06 Advanced Process Management

Advanced Process Management

Process Scheduling

The process scheduler divides finite processor time among a system’s processes, selecting which non-blocked (runnable) process to execute next. Multitasking operating systems interleave execution to provide the illusion of concurrency.

Multitasking Variants
- Cooperative: Processes run until they voluntarily suspend themselves (yield).
- Preemptive: The scheduler dictates when a process is suspended (preempted) in favor of another, allocating each a specific execution duration known as a timeslice. Linux utilizes preemptive multitasking.
Process Categorization
- Processor-Bound: Processes that consume their entire timeslice, seeking maximum CPU time for mathematical calculations or infinite loops. They benefit from large timeslices to maximize cache hit rates via temporal locality.
- I/O-Bound: Processes that frequently block waiting for resources like user input or file I/O. They benefit from fast, prioritized scheduling to quickly dispatch subsequent I/O requests and maintain interactive responsiveness.

Traditional Unix scheduling struggles to balance these competing needs because it relies on fixed timeslices and simple priorities. To solve this, the Linux kernel employs a fundamentally different scheduling algorithm designed around mathematical fairness.

The Completely Fair Scheduler (CFS)

The Completely Fair Scheduler (CFS) replaces fixed timeslices with a dynamic fair queuing algorithm.

Processor Proportions: CFS assigns each process a fraction of the processor’s time, calculated by taking $1/ N$ (where $N$ is the number of runnable processes) and weighting it by the process’s priority (nice value).
Target Latency: The fixed scheduling period over which CFS divides these proportions. For example, a 20 millisecond target latency with two equal-priority processes yields 10 milliseconds of execution time for each.
Minimum Granularity: A hard floor on the shortest allowed execution time for any process. This threshold prevents context switching costs from destroying system throughput when hundreds of processes are runnable, selectively overriding fairness to maintain performance.

While CFS optimally determines when a process should stop running based on these proportional targets, applications can also explicitly surrender their execution time.

Yielding the Processor

Linux provides the sched_yield() system call to allow a process to voluntarily suspend its execution and prompt the scheduler to select a new process.

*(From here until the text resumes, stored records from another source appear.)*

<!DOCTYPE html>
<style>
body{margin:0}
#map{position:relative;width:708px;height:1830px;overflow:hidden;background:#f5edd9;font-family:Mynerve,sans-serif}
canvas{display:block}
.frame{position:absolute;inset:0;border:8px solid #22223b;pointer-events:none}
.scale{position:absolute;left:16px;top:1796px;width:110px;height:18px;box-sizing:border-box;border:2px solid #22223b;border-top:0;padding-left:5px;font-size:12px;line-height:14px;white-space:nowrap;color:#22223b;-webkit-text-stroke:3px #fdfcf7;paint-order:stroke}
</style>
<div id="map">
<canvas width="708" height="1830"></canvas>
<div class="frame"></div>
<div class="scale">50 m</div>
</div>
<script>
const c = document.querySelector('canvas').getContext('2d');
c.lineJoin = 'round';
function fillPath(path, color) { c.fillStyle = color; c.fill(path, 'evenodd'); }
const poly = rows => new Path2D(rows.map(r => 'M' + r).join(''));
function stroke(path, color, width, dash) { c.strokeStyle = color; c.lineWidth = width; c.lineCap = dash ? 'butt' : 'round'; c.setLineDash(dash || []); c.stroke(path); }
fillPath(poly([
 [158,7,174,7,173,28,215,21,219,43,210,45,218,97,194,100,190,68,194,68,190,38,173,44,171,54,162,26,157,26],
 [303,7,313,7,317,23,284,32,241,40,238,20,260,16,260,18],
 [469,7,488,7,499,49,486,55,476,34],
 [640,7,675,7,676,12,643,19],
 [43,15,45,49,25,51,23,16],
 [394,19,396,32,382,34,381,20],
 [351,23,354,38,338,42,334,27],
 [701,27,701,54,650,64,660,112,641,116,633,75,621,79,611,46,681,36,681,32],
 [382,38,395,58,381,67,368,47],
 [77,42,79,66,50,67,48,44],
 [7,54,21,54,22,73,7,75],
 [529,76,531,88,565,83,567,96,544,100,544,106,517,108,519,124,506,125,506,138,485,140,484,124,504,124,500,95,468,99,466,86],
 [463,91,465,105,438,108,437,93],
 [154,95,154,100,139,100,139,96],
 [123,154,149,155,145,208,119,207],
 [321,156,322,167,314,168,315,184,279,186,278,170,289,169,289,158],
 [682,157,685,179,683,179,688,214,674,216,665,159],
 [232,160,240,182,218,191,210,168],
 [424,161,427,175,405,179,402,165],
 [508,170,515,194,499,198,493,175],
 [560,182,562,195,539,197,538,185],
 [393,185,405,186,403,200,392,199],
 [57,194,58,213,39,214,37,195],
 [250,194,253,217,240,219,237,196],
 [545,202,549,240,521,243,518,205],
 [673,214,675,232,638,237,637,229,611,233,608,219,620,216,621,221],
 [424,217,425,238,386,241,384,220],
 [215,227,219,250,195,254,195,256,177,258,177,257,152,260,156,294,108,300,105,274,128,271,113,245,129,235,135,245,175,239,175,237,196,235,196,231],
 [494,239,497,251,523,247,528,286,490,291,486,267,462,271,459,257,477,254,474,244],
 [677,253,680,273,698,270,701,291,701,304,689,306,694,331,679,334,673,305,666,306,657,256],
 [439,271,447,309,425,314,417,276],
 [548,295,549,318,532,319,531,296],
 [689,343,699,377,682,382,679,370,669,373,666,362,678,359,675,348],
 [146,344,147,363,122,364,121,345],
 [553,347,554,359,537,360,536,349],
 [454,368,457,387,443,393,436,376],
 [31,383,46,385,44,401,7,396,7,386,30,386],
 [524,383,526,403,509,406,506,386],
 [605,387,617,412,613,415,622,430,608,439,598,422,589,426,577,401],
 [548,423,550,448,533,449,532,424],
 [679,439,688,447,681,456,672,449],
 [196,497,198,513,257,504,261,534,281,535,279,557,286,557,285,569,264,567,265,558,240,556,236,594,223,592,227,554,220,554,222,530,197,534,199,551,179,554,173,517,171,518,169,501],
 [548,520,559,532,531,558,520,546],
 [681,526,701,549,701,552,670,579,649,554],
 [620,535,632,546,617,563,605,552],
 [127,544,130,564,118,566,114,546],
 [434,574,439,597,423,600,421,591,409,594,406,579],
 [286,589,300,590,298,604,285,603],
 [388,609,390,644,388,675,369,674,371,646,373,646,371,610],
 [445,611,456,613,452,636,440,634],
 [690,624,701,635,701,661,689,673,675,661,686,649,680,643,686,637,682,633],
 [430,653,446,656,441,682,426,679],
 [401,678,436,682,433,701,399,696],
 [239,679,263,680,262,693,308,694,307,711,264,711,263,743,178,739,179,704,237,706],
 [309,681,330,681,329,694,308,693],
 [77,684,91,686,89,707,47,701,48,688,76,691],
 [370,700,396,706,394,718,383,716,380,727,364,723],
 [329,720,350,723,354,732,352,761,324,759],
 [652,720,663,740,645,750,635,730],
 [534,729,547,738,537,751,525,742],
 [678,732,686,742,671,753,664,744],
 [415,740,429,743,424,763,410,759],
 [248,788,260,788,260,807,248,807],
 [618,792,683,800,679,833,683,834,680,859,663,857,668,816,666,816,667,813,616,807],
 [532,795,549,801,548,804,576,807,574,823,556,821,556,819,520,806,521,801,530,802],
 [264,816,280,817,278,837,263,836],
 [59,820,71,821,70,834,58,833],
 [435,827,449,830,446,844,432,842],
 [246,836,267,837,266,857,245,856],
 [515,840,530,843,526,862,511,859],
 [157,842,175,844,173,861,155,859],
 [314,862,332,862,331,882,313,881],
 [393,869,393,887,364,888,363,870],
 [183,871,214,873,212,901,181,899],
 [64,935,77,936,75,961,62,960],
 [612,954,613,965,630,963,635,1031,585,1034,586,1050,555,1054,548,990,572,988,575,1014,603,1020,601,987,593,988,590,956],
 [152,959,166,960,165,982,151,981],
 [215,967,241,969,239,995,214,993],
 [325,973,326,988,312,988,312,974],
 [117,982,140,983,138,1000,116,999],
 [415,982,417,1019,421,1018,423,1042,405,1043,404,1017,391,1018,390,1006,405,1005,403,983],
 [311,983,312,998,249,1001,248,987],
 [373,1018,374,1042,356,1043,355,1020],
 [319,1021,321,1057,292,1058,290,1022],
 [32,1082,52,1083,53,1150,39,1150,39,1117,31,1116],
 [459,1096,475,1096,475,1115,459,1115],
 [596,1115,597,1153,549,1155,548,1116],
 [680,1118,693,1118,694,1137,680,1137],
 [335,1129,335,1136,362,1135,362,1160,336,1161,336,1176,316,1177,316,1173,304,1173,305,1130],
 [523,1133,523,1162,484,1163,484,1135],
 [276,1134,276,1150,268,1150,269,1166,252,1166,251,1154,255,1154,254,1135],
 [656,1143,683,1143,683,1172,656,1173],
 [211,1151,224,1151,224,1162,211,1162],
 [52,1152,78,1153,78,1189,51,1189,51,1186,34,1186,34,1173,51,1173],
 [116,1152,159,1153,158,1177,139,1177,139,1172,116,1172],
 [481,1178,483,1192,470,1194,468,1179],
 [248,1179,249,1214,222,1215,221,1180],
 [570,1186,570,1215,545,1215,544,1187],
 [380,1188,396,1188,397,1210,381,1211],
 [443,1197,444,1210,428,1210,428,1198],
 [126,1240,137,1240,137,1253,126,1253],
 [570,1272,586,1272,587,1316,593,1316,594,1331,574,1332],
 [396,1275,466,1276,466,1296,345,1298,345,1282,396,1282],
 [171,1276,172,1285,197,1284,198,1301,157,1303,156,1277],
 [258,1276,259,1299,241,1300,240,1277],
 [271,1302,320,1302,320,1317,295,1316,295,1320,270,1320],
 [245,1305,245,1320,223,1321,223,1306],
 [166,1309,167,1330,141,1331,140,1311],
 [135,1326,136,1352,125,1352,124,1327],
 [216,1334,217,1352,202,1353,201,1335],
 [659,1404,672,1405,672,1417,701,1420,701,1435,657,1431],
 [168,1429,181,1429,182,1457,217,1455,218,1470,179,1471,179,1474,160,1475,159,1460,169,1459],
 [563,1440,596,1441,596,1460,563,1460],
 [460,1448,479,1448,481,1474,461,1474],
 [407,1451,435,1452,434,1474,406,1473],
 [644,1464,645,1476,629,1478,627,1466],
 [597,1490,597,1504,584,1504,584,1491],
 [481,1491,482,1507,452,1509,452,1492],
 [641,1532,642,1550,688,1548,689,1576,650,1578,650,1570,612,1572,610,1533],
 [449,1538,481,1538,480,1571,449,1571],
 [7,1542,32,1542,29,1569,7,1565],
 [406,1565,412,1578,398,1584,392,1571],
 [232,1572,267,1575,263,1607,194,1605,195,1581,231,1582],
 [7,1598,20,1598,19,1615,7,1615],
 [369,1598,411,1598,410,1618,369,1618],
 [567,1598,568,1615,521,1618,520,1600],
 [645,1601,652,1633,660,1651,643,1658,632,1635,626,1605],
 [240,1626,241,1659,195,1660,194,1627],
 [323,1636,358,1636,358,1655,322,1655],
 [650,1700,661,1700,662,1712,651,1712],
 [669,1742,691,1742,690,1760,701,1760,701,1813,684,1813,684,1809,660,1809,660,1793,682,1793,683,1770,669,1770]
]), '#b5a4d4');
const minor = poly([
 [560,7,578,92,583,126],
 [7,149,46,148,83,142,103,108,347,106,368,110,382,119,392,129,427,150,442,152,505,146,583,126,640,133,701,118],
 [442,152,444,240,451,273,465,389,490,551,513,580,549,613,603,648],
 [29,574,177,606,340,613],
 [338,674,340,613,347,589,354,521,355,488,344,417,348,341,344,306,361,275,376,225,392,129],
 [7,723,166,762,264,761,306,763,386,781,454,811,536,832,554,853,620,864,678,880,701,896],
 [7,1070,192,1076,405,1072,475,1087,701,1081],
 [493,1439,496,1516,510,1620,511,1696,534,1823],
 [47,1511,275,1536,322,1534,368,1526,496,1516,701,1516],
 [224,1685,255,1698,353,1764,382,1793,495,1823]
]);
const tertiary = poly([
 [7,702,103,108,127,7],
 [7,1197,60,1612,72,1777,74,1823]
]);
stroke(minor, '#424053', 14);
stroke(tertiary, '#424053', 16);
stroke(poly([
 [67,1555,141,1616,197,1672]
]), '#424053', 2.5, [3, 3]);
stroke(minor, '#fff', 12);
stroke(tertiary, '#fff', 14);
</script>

Behavior: The calling process is suspended; if no other runnable processes exist, the yielding process immediately resumes.
Legitimate Uses: Extremely rare in modern preemptive systems, as the kernel is better equipped to optimize global scheduling decisions.
Historical Context: Prior to kernel support for fast user-space mutexes (futexes), yielding was the most efficient way to implement user-space thread locking when waiting for a contended lock.
Modern Alternatives: Programs should use event-driven architectures and blockable file descriptors rather than busy-looping and yielding the processor.

Instead of manually yielding the processor, applications can more effectively influence their scheduling behavior by altering their assigned priority levels.

Process Priorities

In Linux, non-real-time processes are scheduled based on priority values known as “nice” values.

Nice Values: Legal values range from -20 to 19, with a default of 0.
- The scale is numerically inverted: lower values represent higher priority (and thus a larger processor weight in CFS), while higher values represent lower priority.
- Increasing a nice value is considered “nice” to other processes on the system.
Priority System Calls:
- nice(): Increments the calling process’s current nice value by a relative amount.
- setpriority() / getpriority(): Sets or retrieves the absolute priority for a specific process, process group, or user.
Capability Constraints: Only processes holding the CAP_SYS_NICE capability (typically root) can specify a negative increment or otherwise lower a nice value to increase priority. Unprivileged processes can only lower their priority.
I/O Priorities: The kernel’s I/O scheduler determines relative I/O request priority based on the process’s nice value. The CFQ I/O scheduler additionally supports explicit I/O priorities managed via ioprio_set() and ioprio_get() (or the ionice utility).

Beyond manipulating CPU proportions and I/O handling, maximizing performance requires controlling exactly which physical processor executes the process.

Processor Affinity

Processor affinity dictates the likelihood of a process being consistently scheduled on the same CPU in a multiprocessing system.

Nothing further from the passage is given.